Inspired by several of my friends and colleagues (with a particular shout-out to Holly Cummins), I decided to rebuild my personal / author site. It's been something of a journey.
Although I started developing websites in 1997, I haven't done much in the way of JS and HTML for many years. The last time I wrote JS professionally as a major part of my job was over 20 years ago. My last website was written in Gatsby for me by a contractor - I picked up enough React while I was at New Relic to write simple components when there were no front-end devs available - and figured that I could maintain it after the initial delivery. To a point, this was true, but I never felt completely comfortable working with it, and that added additional friction, and I updated less often as a result.
So, while evaluating options and wanting to stick closer to a tech stack that would allow me to focus on the writing and creativity, not the maintenance I discovered Roq, which is a static site generator built on top of Quarkus.
If you're not familiar with Quarkus
Quarkus is one of the most popular Java frameworks - not as well-known as Spring Boot but (as far as we can tell, estimating these numbers is notoriously difficult) probably second most widely-used for Java services.

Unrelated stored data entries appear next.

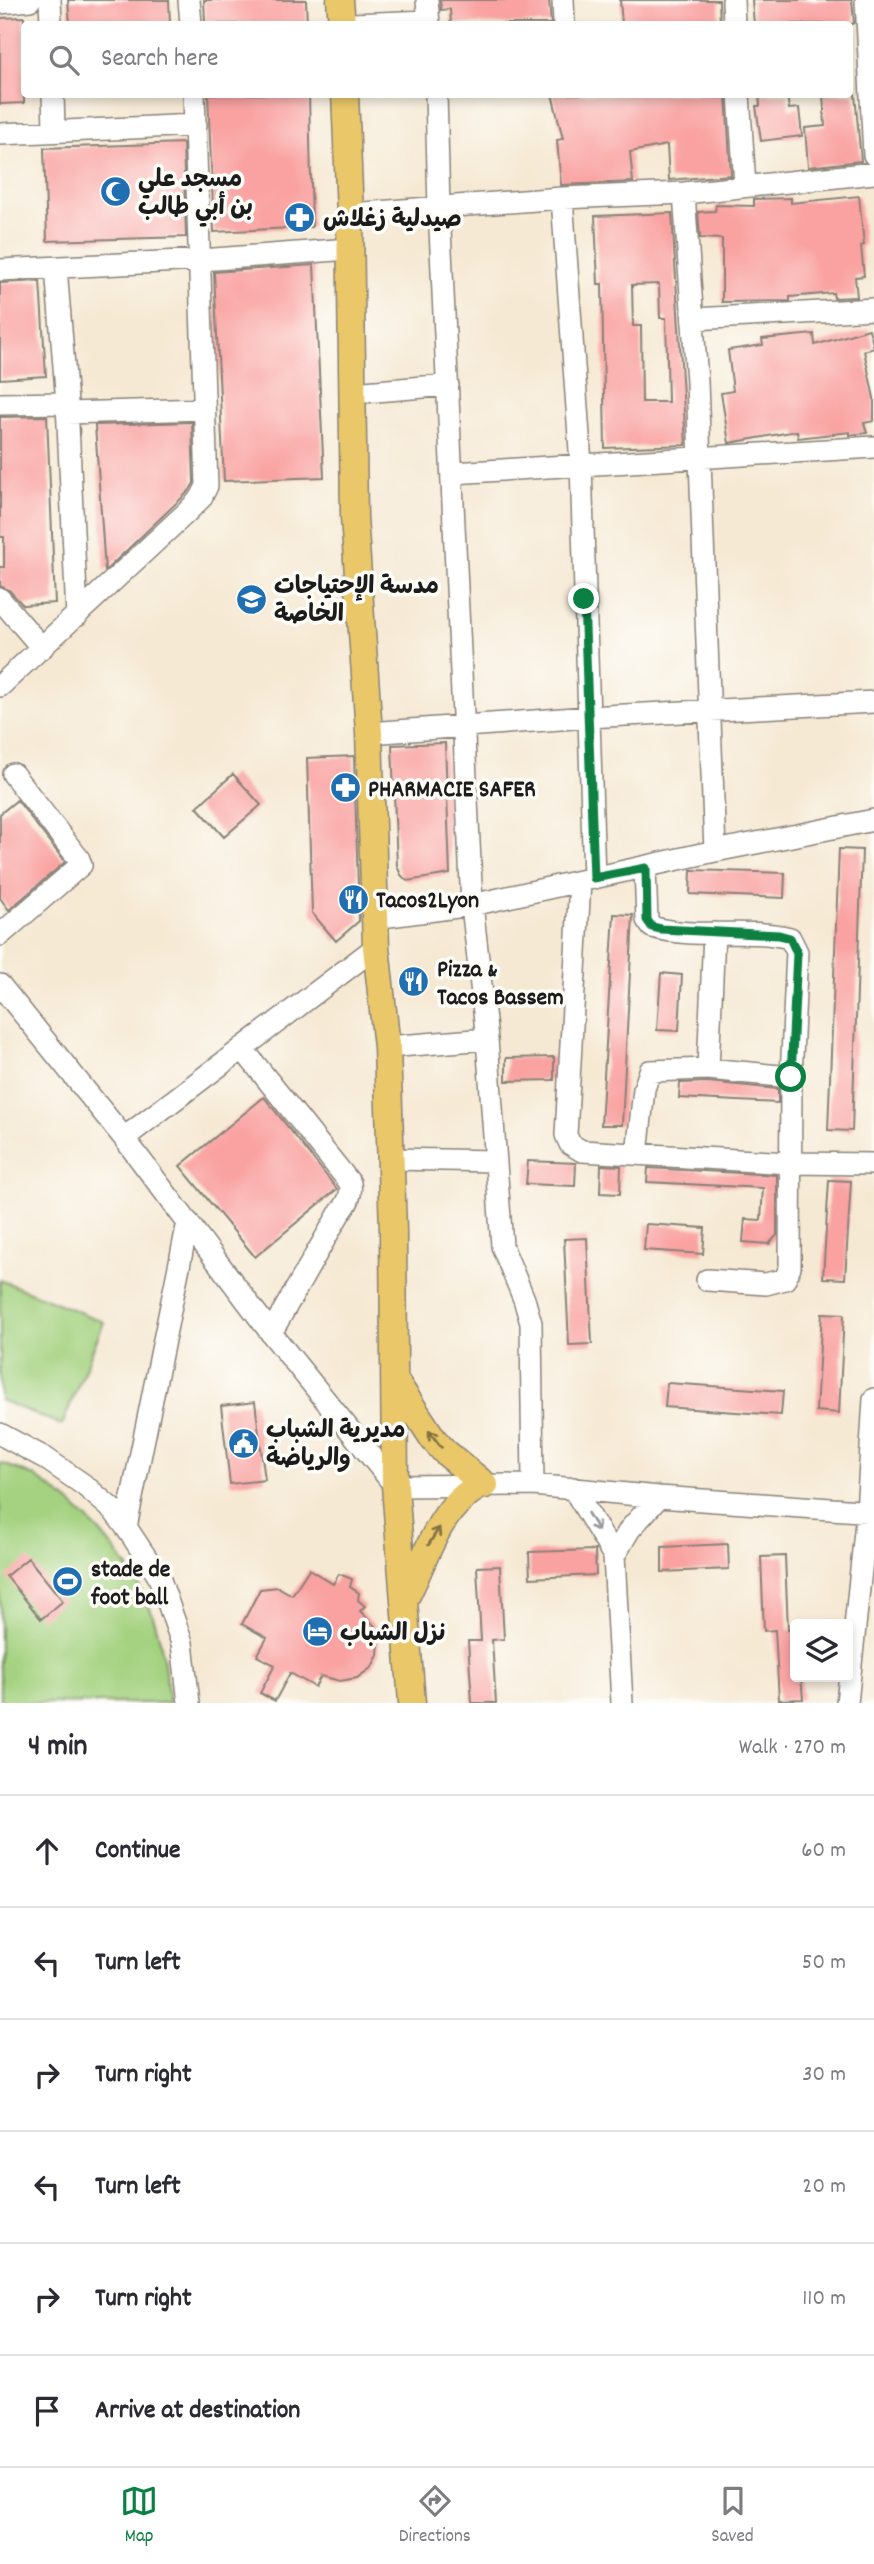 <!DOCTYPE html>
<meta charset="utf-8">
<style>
body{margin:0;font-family:Dekko,"Playpen Sans Arabic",sans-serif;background:#f2f2f3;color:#2b2b33}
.controls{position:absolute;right:21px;bottom:21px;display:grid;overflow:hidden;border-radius:7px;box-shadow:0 4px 10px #0003}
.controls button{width:63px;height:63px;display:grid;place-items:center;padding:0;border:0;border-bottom:2px solid #e1e1e2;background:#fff;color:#2b2b33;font:35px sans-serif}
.stop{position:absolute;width:21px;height:21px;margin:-16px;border:5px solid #0b8043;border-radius:50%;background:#fff}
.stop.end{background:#0b8043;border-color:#fff;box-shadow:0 2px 7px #0008}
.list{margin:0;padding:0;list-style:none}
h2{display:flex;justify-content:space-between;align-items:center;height:91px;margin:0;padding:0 28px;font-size:30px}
h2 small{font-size:23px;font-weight:400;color:#7c7c81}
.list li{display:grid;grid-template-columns:46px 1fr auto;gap:21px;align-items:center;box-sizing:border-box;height:112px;padding:0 28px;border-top:2px solid #e1e1e2}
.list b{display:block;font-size:26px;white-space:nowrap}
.list em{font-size:23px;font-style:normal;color:#7c7c81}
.icon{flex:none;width:38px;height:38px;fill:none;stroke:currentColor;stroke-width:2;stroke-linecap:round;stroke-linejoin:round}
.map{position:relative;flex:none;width:874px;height:1703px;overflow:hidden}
.search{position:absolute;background:#fff;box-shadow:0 4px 10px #0003;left:21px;right:21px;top:21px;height:77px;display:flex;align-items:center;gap:18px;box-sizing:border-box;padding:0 24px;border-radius:7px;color:#7c7c81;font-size:26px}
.sheet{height:763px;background:#fff}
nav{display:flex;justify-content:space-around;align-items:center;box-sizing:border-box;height:98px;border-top:2px solid #e1e1e2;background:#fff;font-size:19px;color:#7c7c81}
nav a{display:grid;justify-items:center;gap:4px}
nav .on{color:#0b8043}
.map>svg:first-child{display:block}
.green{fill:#a4d280;stroke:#60774e;stroke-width:2}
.building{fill:#f9a2a1;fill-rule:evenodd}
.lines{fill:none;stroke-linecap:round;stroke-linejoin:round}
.minor-casing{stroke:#898278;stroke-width:24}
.major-casing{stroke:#898278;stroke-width:29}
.minor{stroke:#fff;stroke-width:21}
.major{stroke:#eac769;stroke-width:26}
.oneway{stroke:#837242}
.oneway2{stroke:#999}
.route{stroke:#0b8043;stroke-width:9}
.labels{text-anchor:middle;stroke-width:7;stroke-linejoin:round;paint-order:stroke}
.poi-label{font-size:24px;font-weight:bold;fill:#1c1c1c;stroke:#fdfcf7;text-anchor:start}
</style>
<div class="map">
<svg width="874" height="1703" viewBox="0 0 874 1703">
<rect width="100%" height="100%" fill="#fdfcf7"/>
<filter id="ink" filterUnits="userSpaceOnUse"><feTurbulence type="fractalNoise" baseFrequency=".0143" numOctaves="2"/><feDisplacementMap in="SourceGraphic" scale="14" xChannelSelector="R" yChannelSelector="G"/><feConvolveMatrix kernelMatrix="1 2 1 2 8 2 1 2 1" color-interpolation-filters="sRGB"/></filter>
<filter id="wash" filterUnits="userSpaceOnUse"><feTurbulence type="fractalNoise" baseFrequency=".00686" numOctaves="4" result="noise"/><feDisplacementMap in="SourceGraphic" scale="28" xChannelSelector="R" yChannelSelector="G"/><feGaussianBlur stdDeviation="1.57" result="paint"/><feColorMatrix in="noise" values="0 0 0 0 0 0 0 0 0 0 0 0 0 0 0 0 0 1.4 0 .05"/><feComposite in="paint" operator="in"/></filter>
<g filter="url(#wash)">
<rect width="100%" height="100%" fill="#f6e9d4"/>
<path class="green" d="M 0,1280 L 104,1322 L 62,1425 L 0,1400 Z
M 0,1463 C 11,1467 24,1471 35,1477 C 83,1508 124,1552 148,1604 C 162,1634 165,1670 169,1703 L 0,1703 Z"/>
<g id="blocks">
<path class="building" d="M 68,0 L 169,0 L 170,24 L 70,24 Z
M 204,0 L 306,0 L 307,24 L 205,24 Z
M 440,0 L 549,0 L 551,24 L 451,24 L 450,9 L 441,10 Z
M 620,0 L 719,0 L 720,24 L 622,24 Z
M 752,0 L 852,0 L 854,23 L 852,24 L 754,24 Z
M 24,17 L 24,103 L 0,104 L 0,18 Z
M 208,94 L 309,94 L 312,227 L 214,232 Z
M 552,94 L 726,94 L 731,175 L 669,180 L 667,145 L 630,152 L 633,182 L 561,185 L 557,140 L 563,139 Z
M 759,94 L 787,94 L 789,109 L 799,108 L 802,136 L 761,141 L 756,106 L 760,106 Z
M 823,94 L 855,94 L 861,161 L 808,167 L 805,128 L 825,126 Z
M 183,143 L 186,237 L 47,241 L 44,148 Z
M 859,196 L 864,245 L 861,246 L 864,276 L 855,277 L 857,297 L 834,298 L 833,293 L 790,297 L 790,301 L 722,302 L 722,239 L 700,238 L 698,212 L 715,211 L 716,205 L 754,206 L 754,199 L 791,198 L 791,203 Z
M 672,213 L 686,445 L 605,448 L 602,284 L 598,284 L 595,216 ZM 659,284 L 660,318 L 666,318 L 668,402 L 642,402 L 641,326 L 633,326 L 632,285 Z
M 314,265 L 324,477 L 224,481 L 214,272 Z
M 40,281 L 46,376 L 0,379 L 0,283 Z
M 869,329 L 874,348 L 864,351 L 874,398 L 874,421 L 864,423 L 867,433 L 850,435 L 850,432 L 798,438 L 797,431 L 729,443 L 721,393 L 733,391 L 728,350 L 763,345 L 762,339 L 814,334 L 815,345 Z
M 47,416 L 55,603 L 23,605 L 9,590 L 0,586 L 0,567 L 4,567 L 4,537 L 0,537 L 0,417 Z
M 192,422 L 194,483 L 190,490 L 105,571 L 95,425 Z
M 445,743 L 450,874 L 407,881 L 401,875 L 397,866 L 392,745 Z
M 354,756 L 359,921 L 336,941 L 312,913 L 307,758 Z
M 233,774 L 261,805 L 224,837 L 197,807 Z
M 17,800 L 65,862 L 9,910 L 0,898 L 0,814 Z
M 839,849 L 862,850 L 852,1131 L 828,1130 Z
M 691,870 L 785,873 L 784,898 L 690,894 Z
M 614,914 L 633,915 L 622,1125 L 601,1125 Z
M 661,973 L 682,975 L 679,1031 L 657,1030 Z
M 554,1057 L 554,1080 L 506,1081 L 506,1058 Z
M 708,1082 L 778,1089 L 778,1103 L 679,1098 L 680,1083 Z
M 264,1097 L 337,1189 L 255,1257 L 180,1166 Z
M 528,1161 L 576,1163 L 575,1186 L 526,1184 Z
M 601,1165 L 621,1166 L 620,1194 L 600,1193 Z
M 648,1168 L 777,1175 L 777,1235 L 769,1244 L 743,1242 L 745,1219 L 761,1220 L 763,1188 L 647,1182 Z
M 829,1180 L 851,1181 L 845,1279 L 823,1278 Z
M 646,1224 L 705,1228 L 703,1254 L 644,1250 Z
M 587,1238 L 592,1344 L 569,1345 L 564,1239 Z
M 822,1313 L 844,1314 L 839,1413 L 816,1411 Z
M 667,1383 L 783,1391 L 781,1415 L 665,1407 Z
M 255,1402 L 265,1480 L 230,1484 L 221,1406 Z
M 728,1544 L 729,1569 L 662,1572 L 662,1547 Z
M 595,1550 L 596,1575 L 530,1578 L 529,1552 Z
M 785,1556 L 788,1630 L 795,1629 L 795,1677 L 801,1677 L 803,1699 L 779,1700 L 775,1630 L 764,1631 L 761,1557 Z
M 28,1558 L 63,1601 L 41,1619 L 6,1576 Z
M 500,1566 L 504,1639 L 492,1640 L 496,1703 L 472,1703 L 468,1641 L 481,1641 L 477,1567 Z
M 309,1569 L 333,1584 L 339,1574 L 352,1579 L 350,1587 L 359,1593 L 358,1600 L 365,1606 L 360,1611 L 375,1626 L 379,1642 L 378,1655 L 372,1667 L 357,1678 L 340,1681 L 321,1676 L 315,1687 L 290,1673 L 275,1701 L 260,1693 L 275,1665 L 257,1656 L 267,1638 L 242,1624 L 260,1589 L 278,1587 L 292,1595 Z"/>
</g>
</g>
<g filter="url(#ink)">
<use href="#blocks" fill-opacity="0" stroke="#898278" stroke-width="2"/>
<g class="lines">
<defs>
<path id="minor" d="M 50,0 L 51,24
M 189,0 L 191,24
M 427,0 L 429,24
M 563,0 L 564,24
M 733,0 L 734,24
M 866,0 L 874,155
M 0,3 L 30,0
M 352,24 L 428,21
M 53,94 L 54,130
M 436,94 L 439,208 L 472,905 L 487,1039 L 502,1246 L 524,1299 L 531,1323 L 533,1485
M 739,94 L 745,186
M 0,134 L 196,125
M 684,193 L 697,382 L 715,851
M 562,198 L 581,464 L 594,878
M 350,214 L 562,198 L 684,193 L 874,173
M 56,268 L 67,403 L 77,616
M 0,270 L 201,260 L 350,249
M 694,319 L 874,309
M 352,393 L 448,385
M 0,404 L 67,403
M 67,413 L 204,409
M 453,473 L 874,447
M 0,599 L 42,648
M 0,686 L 187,512 L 201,498 L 207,486 L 194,94
M 369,733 L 588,717 L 874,702
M 645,868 L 647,920 L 652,927 C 696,940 746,927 790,938 L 797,952 L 791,1077 L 790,1267 L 785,1279 L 766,1284 L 707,1280
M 580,881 L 566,1135 L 570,1144 L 582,1151 L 790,1163 L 874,1164
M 374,918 L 472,905 L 715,851 L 874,820
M 0,935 L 81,865 L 79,859 L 13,774
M 0,985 L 124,1138 L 271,1333 L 395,1486 L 533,1485 L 659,1497 L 874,1512
M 387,1047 L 487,1039
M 242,1048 L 350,1183 C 352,1196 348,1203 339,1214 L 271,1333
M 708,1069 L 714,933
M 124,1138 L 376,947
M 637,1154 L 644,1089 L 650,1071 L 708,1069 L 791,1077
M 391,1159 L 496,1161
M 0,1434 L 45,1458 L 84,1485 L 113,1510 L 126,1527 L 159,1577 L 182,1643 L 189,1703
M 573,1488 L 614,1556 L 622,1703
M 126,1527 L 188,1222
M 614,1556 L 630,1529 L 659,1497
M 847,1703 L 867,1512 L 874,1399"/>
<path id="major" d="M 340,0 L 342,24
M 345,94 L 350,214 L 354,517 L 369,733 L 376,947 L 387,1047 L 393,1231 L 395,1486 L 412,1703
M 396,1382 L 434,1440 L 445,1452 L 485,1485
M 408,1593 C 427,1555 439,1508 479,1486"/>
</defs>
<use href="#minor" class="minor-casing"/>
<use href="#major" class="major-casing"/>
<use href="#minor" class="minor"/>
<use href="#major" class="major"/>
</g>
<defs><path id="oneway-shaft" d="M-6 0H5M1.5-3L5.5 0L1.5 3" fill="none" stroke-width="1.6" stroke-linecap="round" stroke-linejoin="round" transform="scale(1.75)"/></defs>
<g class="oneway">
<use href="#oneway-shaft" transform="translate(435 1439) rotate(-128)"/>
<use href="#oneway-shaft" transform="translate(434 1536) rotate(-58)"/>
</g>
<use class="oneway2" href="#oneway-shaft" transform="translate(593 1522) rotate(59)"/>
</g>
<g class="lines" filter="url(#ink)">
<path class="route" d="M 584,599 L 594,878 L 646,868 L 647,920 L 652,927 L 661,929 L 779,935 L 790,938 L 797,953 L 791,1077"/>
</g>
<defs>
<symbol id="mosque-disc" viewBox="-11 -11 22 22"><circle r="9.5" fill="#1f6fb2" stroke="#fdfcf7"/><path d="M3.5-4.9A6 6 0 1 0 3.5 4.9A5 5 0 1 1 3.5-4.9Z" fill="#fff"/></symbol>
<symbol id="pharmacy-disc" viewBox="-11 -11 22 22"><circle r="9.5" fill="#1f6fb2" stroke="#fdfcf7"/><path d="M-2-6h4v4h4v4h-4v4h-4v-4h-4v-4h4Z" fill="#fff"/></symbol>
<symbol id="school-disc" viewBox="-11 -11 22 22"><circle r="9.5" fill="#1f6fb2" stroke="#fdfcf7"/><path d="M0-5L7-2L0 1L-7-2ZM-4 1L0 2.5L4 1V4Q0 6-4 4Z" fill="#fff"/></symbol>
<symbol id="restaurant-disc" viewBox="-11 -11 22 22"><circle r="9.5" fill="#1f6fb2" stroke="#fdfcf7"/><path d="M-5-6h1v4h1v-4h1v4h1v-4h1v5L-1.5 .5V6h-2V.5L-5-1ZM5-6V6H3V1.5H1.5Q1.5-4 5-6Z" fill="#fff"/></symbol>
<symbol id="civic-disc" viewBox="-11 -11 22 22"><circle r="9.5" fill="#1f6fb2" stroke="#fdfcf7"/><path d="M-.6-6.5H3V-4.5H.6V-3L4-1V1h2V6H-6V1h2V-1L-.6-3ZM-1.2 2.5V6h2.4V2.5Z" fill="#fff"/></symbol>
<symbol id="stadium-disc" viewBox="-11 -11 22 22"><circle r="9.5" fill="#1f6fb2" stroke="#fdfcf7"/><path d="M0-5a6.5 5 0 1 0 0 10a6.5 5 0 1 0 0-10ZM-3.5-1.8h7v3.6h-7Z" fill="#fff"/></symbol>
<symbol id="hotel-disc" viewBox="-11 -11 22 22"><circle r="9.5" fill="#1f6fb2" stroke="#fdfcf7"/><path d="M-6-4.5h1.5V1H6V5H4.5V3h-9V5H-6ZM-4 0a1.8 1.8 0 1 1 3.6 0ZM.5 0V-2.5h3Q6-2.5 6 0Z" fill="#fff"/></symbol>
</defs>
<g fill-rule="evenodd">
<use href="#mosque-disc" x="98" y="174" width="35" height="35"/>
<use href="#pharmacy-disc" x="282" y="200" width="35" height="35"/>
<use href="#school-disc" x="234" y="582" width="35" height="35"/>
<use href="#pharmacy-disc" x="328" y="770" width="35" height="35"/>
<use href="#restaurant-disc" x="336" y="882" width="35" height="35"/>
<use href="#restaurant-disc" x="396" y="964" width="35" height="35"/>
<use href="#civic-disc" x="226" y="1426" width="35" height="35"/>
<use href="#stadium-disc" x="50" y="1564" width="35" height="35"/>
<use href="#hotel-disc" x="300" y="1614" width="35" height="35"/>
</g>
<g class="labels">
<g class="poi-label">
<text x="138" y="186">مسجد علي<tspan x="138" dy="28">بن أبي طالب</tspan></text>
<text x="323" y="226">صيدلية زغلاش</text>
<text x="274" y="593">مدسة الإحتياجات<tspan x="274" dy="28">الخاصة</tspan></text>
<text x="368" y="796">PHARMACIE SAFER</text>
<text x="376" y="907">Tacos2Lyon</text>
<text x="437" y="976">Pizza &amp;<tspan x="437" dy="28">Tacos Bassem</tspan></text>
<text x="266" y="1437">مديرية الشباب<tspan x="266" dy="28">والرياضة</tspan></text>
<text x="91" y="1576">stade de<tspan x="91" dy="28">foot ball</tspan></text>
<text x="340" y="1640">نزل الشباب</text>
</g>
</g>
</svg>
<div class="controls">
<button><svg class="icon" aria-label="layers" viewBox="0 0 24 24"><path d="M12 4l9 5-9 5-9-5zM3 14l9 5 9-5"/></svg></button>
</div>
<div class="stop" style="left:791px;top:1077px"></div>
<div class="stop end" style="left:584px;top:599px"></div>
<div class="search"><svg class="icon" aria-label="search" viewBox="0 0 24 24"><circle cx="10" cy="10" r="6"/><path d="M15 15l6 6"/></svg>Search here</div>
</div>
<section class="sheet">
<h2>4 min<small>Walk · 270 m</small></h2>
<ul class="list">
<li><svg class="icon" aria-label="ahead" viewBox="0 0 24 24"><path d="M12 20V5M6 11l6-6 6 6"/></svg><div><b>Continue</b></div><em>60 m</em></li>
<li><svg class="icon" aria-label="left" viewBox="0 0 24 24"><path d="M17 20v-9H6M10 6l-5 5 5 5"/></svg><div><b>Turn left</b></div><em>50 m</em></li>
<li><svg class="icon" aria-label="right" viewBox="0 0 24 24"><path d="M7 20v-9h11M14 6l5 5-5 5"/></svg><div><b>Turn right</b></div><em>30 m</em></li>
<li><svg class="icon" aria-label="left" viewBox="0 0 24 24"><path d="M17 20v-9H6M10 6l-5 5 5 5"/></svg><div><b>Turn left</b></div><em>20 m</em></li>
<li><svg class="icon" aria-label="right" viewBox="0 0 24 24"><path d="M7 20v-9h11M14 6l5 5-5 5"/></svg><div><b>Turn right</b></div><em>110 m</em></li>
<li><svg class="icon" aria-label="arrive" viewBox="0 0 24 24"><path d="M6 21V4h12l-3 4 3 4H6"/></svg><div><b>Arrive at destination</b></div></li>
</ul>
</section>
<nav>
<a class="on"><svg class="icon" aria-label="map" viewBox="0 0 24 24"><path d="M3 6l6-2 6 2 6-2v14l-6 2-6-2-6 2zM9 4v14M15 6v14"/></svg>Map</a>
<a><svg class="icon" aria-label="directions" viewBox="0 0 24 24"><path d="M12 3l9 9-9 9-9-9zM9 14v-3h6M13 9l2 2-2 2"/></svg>Directions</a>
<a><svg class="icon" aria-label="saved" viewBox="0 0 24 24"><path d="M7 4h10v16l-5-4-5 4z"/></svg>Saved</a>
</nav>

Quarkus was originally designed to be Kubernetes-native and to integrate well with the emerging native compilation technologies for Java (such as GraalVM Native Mode and Project Leyden). However, in the best tradition of "the street finds its own uses for things", it turns out that Quarkus's model of "shifting computation left" (so that as much work is done at build time, in order to reduce startup time) has other benefits.
In particular, Quarkus Dev Mode provides a tight developer loop, enabling rapid development and what has become known as "Quarkus Developer Joy". It isn't an exaggeration to say that Quarkus really does seem to strike a chord in many developers who start to use it.
So where does Roq fit in?
For Roq, it turns out that building on top of Quarkus already gives us a lot of what's needed for an SSG:
- Quarkus provides Qute - a typesafe template engine
- Roq Plugins and Themes are implemented as Quarkus extensions
- Quarkus dev mode serves files statically and dynamically
- Quarkus Dependency injection (CDI) extends and binds data and templates together
- Quarkus extensions can be used with Roq (e.g. the Quarkus web-bundler)
- Full use of the Quarkus test framework
Roq is then a "rock" on top of Quarkus, providing some familiar SSG capabilities, and some unique ones:
- Create endpoints based on convention-over-configuration
- Extensive use of Frontmatter for metadata
- Define data files (e.g. yml or json) and use them in templates
- Additional plugins and themes
- Export fom the Quarkus app to a static site
- Use GitHub Actions for publishing to GH Pages (or elsewhere)
How do I use Roq?
One of the things that stands out for me about Roq is the use of multiple processing pipelines. I personally use HTML files for items with content, and Markdown for anything which is metadata-only. My HTML files are valid (except for being fragments that are intended to be inserted into templates). The source for this site is here.
Fitting in to the theme of not doing much front-end dev, two tools I've found to be very useful are Tailwind CSS - because it fits into how I (as a fundamentally backend person) feel about frontend and MVNPM, which bridges any require JS modules into the Maven build that Quarkus uses (other build tools can be used with Quarkus, but I recommend that you don't). This is much easier than dealing with the horrors of NPM directly.
My Roq site has several routes, each of which is represented in the navbar, and corresponds to a single HTML file under the content/ directory. Roq uses convention-over-configuration, so that, for example, about.html is mapped to /about as a route. Roq also has a concept of collections, which are entities (such as blog posts) that may grow over time. This site has 5 separate collections for articles (metadata only), books, blog entries, upcoming events and videos, and each is handled under a separate route.
What about AI tools?
I'm glad you asked.
My primary AI coding tool for this is Cursor, which I have found to be a useful addition to my toolbelt (albeit not transformative) - I will expand fully on my experiences with AI tools in a future post. tl;dr - it's somewhat complex and nebulous and I need more space and time to think about it and unpack it.
How does the publication workflow operate?
My publishing wokflow is to GH, and then via an automatic trigger that sends the generated static files to Netlify. The relevant actions are in the repo.